◆ Assigned task ◆
Find the lines holding the string "column" in the data, then copy all of them.

◆ Material for the task ◆
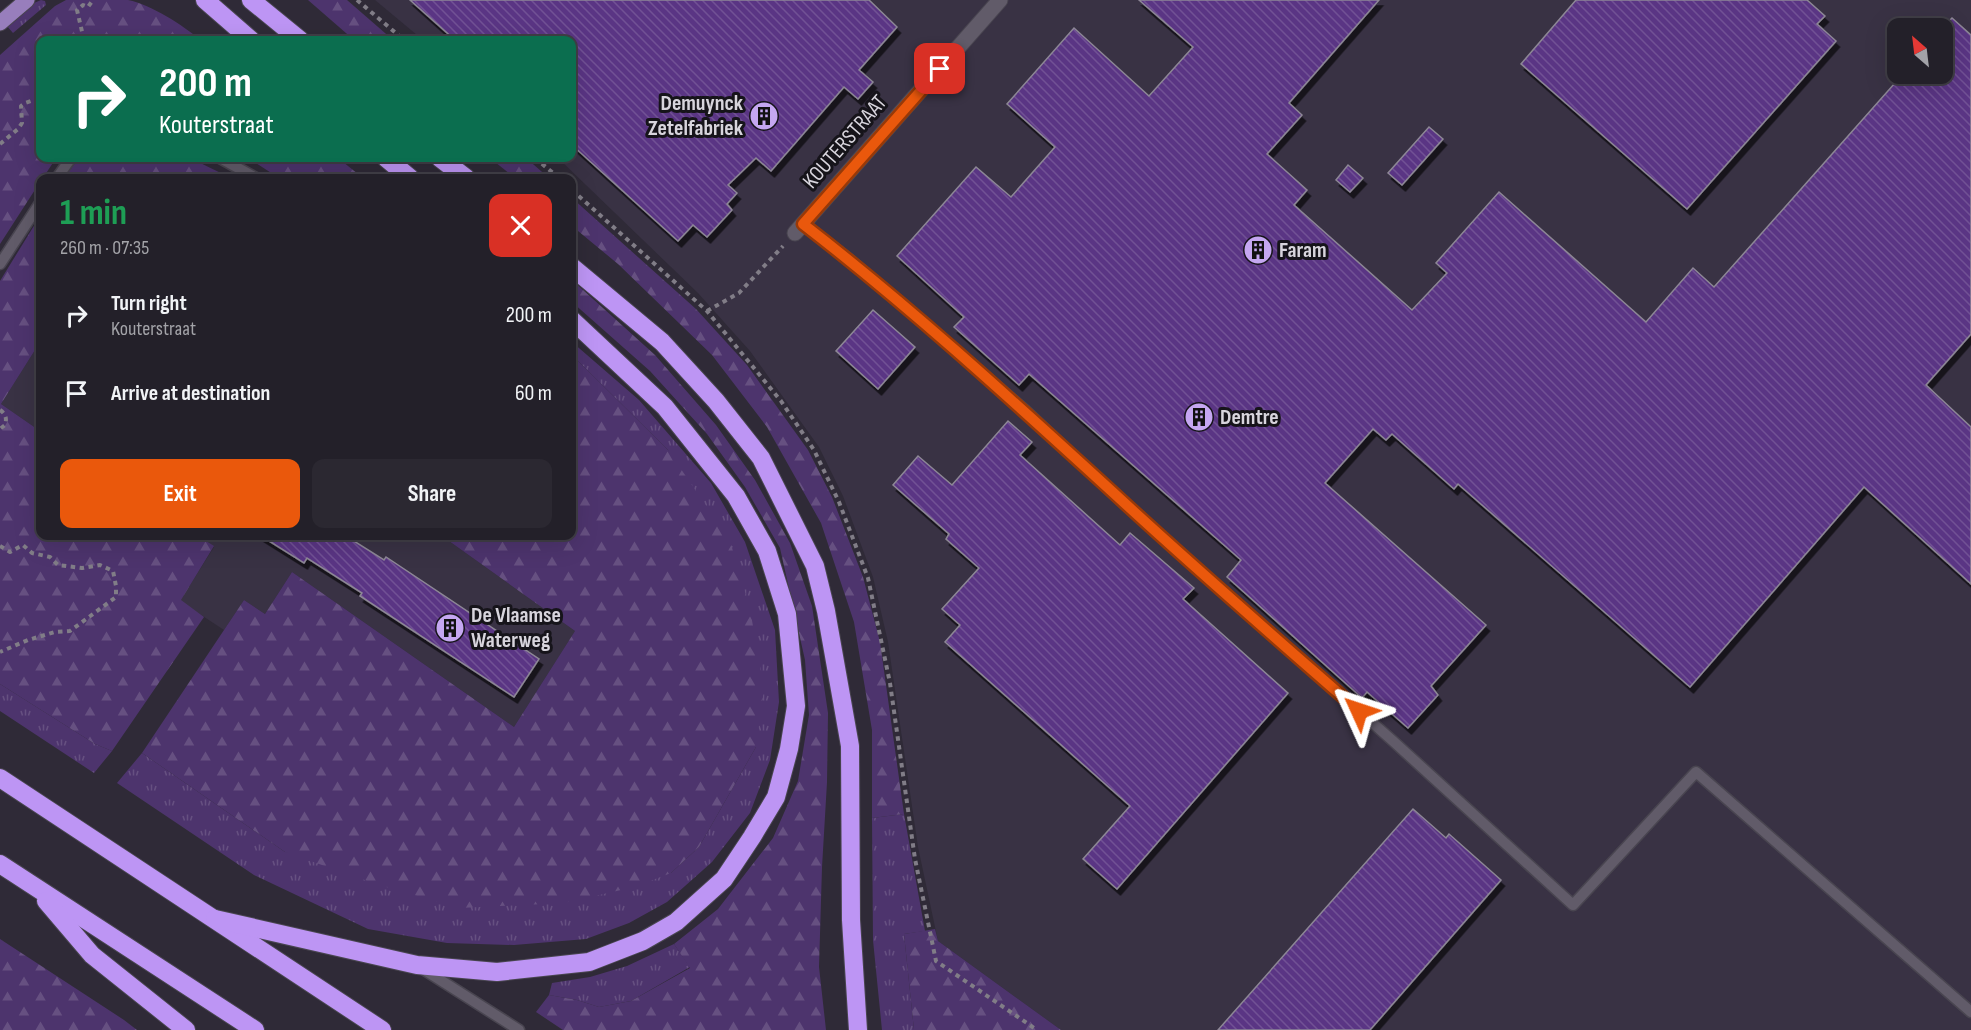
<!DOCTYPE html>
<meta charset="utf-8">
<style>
:root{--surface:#232029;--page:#2b2831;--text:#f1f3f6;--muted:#a3a3a8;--line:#403e46;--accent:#ea580c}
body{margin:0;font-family:"Sofia Sans Condensed",sans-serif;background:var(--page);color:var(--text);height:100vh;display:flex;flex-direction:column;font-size:22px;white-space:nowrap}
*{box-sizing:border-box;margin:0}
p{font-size:20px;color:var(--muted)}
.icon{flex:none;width:33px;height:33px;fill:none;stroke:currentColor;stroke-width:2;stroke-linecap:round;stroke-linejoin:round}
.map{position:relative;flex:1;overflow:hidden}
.sheet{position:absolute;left:36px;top:174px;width:540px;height:366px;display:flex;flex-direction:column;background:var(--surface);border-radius:12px;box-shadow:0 6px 24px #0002,0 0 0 2px var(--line)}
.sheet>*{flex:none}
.top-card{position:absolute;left:36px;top:36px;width:540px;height:126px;border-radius:12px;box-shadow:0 6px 24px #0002,0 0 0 2px var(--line);background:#0b6e4f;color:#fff;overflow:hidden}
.needle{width:39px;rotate:332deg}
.controls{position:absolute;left:1887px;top:18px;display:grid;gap:12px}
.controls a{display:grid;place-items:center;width:66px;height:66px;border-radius:12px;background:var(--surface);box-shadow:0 6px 24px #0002,0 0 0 2px var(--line);font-size:30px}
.pin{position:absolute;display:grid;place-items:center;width:51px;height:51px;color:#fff;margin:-26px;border-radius:12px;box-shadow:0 3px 9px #0006}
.me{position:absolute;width:66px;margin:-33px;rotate:312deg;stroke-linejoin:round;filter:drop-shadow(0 0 4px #0008)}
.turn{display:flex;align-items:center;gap:21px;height:126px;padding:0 24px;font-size:27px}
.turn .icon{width:78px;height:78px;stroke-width:2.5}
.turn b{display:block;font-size:42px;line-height:51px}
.round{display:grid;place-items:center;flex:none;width:63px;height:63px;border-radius:12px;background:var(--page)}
.summary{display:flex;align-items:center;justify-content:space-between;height:102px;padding:0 24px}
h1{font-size:36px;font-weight:700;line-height:45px;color:#1e9e55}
.button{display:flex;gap:12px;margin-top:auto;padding:12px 24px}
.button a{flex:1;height:69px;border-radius:12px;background:var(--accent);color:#fff;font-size:24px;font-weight:700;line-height:69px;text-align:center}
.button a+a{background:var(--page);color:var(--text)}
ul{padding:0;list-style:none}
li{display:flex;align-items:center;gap:18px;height:78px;padding:0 24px}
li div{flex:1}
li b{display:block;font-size:22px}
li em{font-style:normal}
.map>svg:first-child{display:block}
.built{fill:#393244;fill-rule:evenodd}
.grass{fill:url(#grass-tufts)}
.forest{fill:url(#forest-firs)}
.building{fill:url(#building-back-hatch);stroke:#8d8796;stroke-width:1.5;filter:url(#shadow)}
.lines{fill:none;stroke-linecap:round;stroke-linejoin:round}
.lane-casing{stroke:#494550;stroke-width:13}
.street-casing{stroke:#494550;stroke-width:17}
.primary-casing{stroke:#494550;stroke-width:17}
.highway-casing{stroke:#494550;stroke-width:20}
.path{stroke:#817d87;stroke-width:4;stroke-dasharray:4.5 4.5;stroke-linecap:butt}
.lane{stroke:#615b69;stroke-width:10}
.street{stroke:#615b69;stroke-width:15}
.primary{stroke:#987ebc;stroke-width:15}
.highway{stroke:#bd95f4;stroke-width:18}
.route-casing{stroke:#983908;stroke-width:15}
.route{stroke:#ea580c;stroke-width:10}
.labels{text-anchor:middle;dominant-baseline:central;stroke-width:6;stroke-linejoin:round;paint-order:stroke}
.poi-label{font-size:22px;font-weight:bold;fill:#d8d5dd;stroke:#16141a;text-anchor:start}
.street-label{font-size:22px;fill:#d8d5dd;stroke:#16141a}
</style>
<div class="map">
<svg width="1971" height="1030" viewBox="0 0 1971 1030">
<defs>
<pattern id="grass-tufts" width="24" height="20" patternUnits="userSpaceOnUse" patternTransform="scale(1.5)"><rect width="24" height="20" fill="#4d346d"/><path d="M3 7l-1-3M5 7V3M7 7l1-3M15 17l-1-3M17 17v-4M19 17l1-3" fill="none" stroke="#665081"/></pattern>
<pattern id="forest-firs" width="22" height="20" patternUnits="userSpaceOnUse" patternTransform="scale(1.5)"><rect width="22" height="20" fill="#4d346d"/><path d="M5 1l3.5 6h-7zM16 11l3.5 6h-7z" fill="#665081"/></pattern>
<pattern id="building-back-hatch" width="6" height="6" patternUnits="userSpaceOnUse" patternTransform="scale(1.5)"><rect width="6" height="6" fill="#5a3584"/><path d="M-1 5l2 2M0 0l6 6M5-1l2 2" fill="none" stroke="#715195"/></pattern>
<filter id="shadow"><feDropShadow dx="3.5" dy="6" stdDeviation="0" flood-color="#0009"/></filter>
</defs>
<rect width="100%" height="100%" fill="#2f2a37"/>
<g class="built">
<path d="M375,0H1971V1030H1061L938,941L918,847L888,642L873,577L843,496L819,447L750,351L698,293L558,158H572V40H423ZM1898,28H1942V74H1898Z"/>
<path d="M40,342V431L1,404Z"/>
<path d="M198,536H442L575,631L514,727L292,572L265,614L244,600L224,630L180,601L214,547Z"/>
</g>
<g class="grass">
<path d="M41,0L45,1L46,5L13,33L7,26L34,3Z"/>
<path d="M572,342L639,400L711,483L745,542L775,630L779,702L770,760L750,813L712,862L667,902L629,923L586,939L514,945L447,943L368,929L254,875L117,783L142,753L285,852L671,873L699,847L756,747L668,450L572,355Z"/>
<path d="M0,684L95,744L112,751L94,773L0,711Z"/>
<path d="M904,814L925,931L904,934L914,1030H882L873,940L872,818Z"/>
<path d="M674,944L690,967L631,1001L599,1007L577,1000L549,995L552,983L590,977L627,966Z"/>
</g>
<g class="forest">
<path d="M66,0H128C152,5 182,25 201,40H40V158H56L43,178H40V182L0,244V55L55,6Z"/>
<path d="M308,0H347L393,40H354Z"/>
<path d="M79,158H190L231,178H64Z"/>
<path d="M248,158H338L363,178H279Z"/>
<path d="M490,158H526L549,178H515Z"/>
<path d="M572,198L696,309L747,365L808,450L832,497L863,577L880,642L904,814L872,818V730L854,622L821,523L767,427L712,355L618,264L572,226Z"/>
<path d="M40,216V342L1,404L40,431V536H198L214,546L181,600L204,617L112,751L95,744L0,684V281Z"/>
<path d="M572,280L655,355L716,425L755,480L790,543L812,606L828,713L827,782L822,867L819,967L826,1030H563L536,1012L549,995L577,1000L599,1007L631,1001L690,968L674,944L718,909L773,838L798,781L809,715L805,660L780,548L745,487L707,434L650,371L572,302Z"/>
<path d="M572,355L668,450L730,541L750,609L764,689L756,747L699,847L671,873L634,887L564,903L459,908L376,884L285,852L142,753L244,600L265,614L292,572L514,727L575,631L442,536H572Z"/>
<path d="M935,929L938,941L1061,1030H914L904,934Z"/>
<path d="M0,939L124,1020L137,1030H0Z"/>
</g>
<g class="building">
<path d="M410,0H869L897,27L859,70L873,82L858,99L844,87L771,171L756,158L728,185L737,193L727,204L732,210L707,237L693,225L678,241L572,145V40H455Z"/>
<path d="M1139,0H1379L1289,103L1302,115L1267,154L1307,190L1294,205L1412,310L1447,273L1436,263L1499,192L1646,322L1693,268L1714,287L1903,74H1942V28L1952,18L1971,35V334L1926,385L1971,427V584L1864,487L1690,687L1458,484L1454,489L1392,434L1386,440L1373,429L1325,483L1486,625L1431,686L1438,695L1408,728L1367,692L1362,698L1227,577L1241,560L1029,374L1019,385L954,327L964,317L897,256L976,167L1011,197L1055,147L1007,104L1074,28L1149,96L1193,47Z"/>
<path d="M1576,0H1807L1825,16L1817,24L1836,41L1687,209L1521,64Z"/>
<path d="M1429,127L1443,139L1402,185L1388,173Z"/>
<path d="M1348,165L1363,178L1350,192L1336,180Z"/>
<path d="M873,310L915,347L878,389L836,351Z"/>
<path d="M1008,421L1032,442L1020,455L1120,545L1130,533L1194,588L1183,599L1288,693L1117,889L1083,859L1130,806L945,642L960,625L942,609L979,568L946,539L949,534L893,485L918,456L952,485Z"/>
<path d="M261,536H346L384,560L386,557L539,659L514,697L360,596L362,593L307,558L304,563Z"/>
<path d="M1413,809L1446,838L1449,834L1501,880L1370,1030H1218Z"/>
</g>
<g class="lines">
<g class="lane-casing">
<g id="lane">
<path d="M220,158L256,178"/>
<path d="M57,178L71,158"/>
<path d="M803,224L849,259L1026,411L1119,499L1393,741L1573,905L1696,772L1971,1012"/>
<path d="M0,264L40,203"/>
<path d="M423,969L519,1030"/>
</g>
</g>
<g class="street-casing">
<path id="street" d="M795,233L1000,0"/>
</g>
<g class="primary-casing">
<path id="primary" d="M0,23L27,0"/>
</g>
<g class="highway-casing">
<g id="highway">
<path d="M205,0L251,40"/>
<path d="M251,0L300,40"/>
<path d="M386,158L410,178"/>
<path d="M440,158L466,178"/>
<path d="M572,267L662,342L716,401L761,458L815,566L826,611L850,746L851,920L858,1030"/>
<path d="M0,778L382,1030"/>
<path d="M0,864L255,1030"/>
<path d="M46,901L92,955L186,1030"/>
<path d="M215,919L417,965L497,972L589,962L643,941L676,922L724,879L752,837L776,797L789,749L796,706L787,614L767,551L736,496L665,407L572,320"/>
</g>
</g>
<g class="path">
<path d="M357,0L404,40"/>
<path d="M84,40L77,10L83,5L88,7L93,0"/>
<path d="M0,144L18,129L22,123L21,106L25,103L40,98"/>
<path d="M535,158L559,178"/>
<path d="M572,190L707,311L781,401L814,450L839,502L868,578L890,683L915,859L936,961L1037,1030"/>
<path d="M707,311L739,293L783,246"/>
<path d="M0,410C6,414 7,419 5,425L0,429"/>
<path d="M0,546L10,552L23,545L32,553L50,557L58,565L82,568L100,565L113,571L116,586V597L70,631L55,632L28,640L0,652"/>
</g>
<use href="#lane" class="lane"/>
<use href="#street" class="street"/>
<use href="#primary" class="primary"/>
<use href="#highway" class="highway"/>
</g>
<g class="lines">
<g class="route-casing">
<path id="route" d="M940,69L803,224C913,309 1015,403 1118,497C1197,570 1278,640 1359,711"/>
</g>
<use href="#route" class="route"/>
</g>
<defs>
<g id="building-disc" transform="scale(1.5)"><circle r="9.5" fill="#c5a7f1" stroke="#16141a"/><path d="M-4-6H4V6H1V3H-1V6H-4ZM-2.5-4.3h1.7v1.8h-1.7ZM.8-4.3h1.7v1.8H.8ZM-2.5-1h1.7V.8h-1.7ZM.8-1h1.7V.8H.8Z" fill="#111"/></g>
</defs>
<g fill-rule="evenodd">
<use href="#building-disc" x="764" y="116"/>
<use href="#building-disc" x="1258" y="250"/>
<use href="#building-disc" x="1199" y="417"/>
<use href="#building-disc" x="450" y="628"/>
</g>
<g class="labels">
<g class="poi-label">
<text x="743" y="103" text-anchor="end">Demuynck<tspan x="743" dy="25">Zetelfabriek</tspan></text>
<text x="1279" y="250">Faram</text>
<text x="1220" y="417">Demtre</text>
<text x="471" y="615">De Vlaamse<tspan x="471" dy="25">Waterweg</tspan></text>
</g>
<g class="street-label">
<text transform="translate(845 142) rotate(-49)">KOUTERSTRAAT</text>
</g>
</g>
</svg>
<div class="controls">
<a><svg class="needle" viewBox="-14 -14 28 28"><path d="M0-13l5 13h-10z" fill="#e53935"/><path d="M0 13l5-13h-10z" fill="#a3a3a8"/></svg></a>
</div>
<div class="pin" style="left:940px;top:69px;background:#d93025"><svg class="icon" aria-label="arrive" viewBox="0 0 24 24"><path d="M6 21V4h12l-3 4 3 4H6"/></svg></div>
<svg class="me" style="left:1359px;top:711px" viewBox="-20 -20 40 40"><path d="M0-17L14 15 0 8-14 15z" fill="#ea580c" stroke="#fff" stroke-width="4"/></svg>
<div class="top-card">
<div class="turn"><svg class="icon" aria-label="right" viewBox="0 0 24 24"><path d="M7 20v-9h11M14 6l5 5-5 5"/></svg><div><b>200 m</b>Kouterstraat</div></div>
</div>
<section class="sheet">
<div class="summary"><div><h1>1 min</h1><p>260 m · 07:35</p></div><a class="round" style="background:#d93025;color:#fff"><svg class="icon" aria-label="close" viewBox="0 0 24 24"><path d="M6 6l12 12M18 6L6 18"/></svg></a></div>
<ul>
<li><svg class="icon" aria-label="right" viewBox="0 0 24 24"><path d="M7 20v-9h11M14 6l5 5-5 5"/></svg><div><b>Turn right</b><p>Kouterstraat</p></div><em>200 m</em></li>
<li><svg class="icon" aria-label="arrive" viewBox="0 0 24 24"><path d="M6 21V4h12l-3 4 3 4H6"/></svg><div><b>Arrive at destination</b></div><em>60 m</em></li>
</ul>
<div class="button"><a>Exit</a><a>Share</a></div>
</section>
</div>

◆ Exercise output ◆
body{margin:0;font-family:"Sofia Sans Condensed",sans-serif;background:var(--page);color:var(--text);height:100vh;display:flex;flex-direction:column;font-size:22px;white-space:nowrap}
.sheet{position:absolute;left:36px;top:174px;width:540px;height:366px;display:flex;flex-direction:column;background:var(--surface);border-radius:12px;box-shadow:0 6px 24px #0002,0 0 0 2px var(--line)}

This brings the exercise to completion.